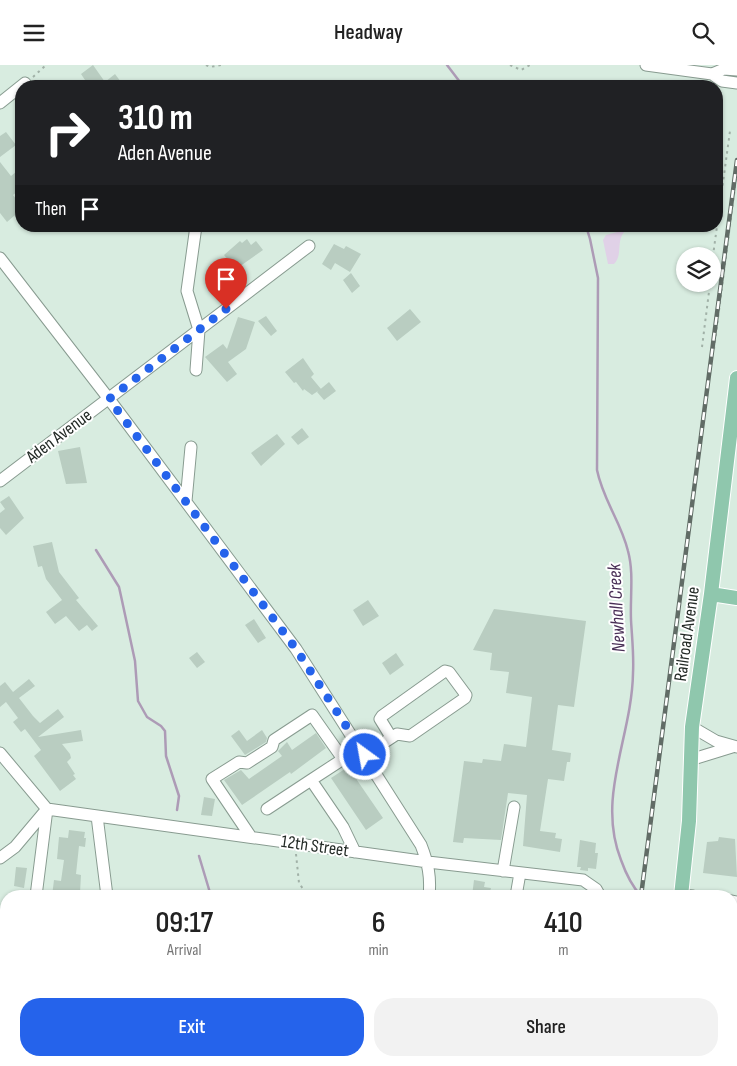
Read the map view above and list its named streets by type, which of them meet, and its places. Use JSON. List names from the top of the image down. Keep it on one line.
{"streets":{"main road":["Railroad Avenue"],"street":["Aden Avenue","12th Street"]},"water":["Newhall Creek"],"page":{"header":"Headway","turn":["310 m","Aden Avenue"],"then":"Then","eta":["09:17","Arrival","6","min","410","m"],"buttons":["Exit","Share"]}}
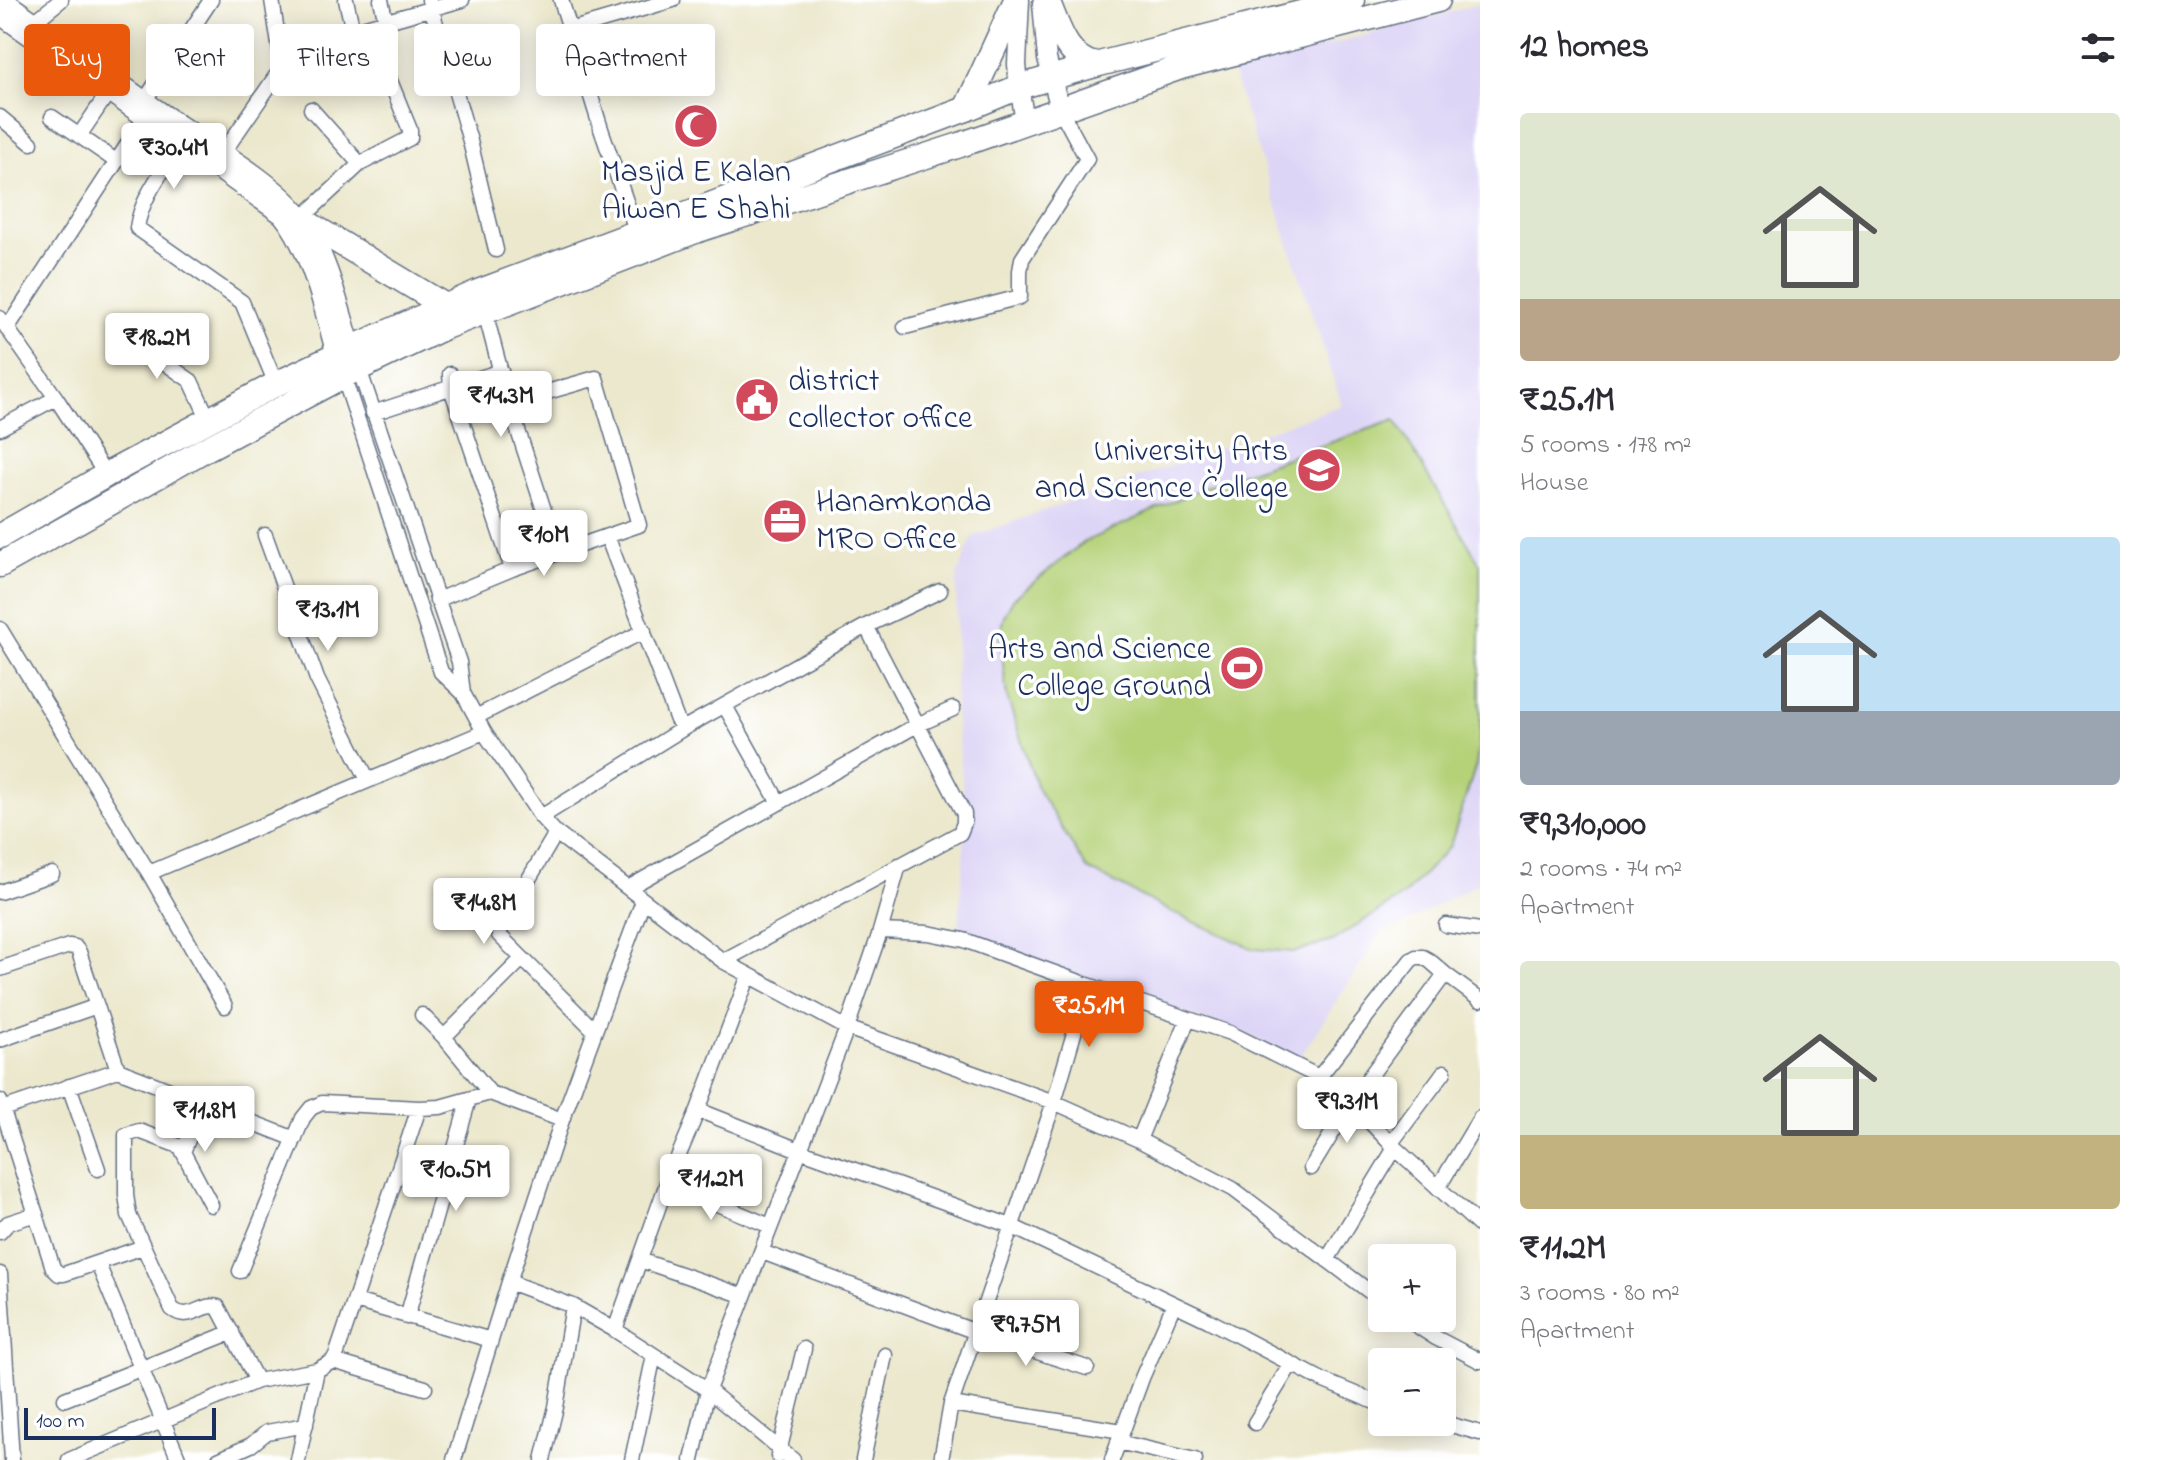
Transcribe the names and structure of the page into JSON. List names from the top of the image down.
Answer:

◆ **Required action**
Each line of the listing must be restated word for word, and the pictures left out.

◆ **Task response**
Read the map view above and list its named streets by type, which of them meet, and its places. Use JSON. List names from the top of the image down. Keep it on one line.
{"streets":{"main road":["Railroad Avenue"],"street":["Aden Avenue","12th Street"]},"water":["Newhall Creek"],"page":{"header":"Headway","turn":["310 m","Aden Avenue"],"then":"Then","eta":["09:17","Arrival","6","min","410","m"],"buttons":["Exit","Share"]}}
Transcribe the names and structure of the page into JSON. List names from the top of the image down.
Answer:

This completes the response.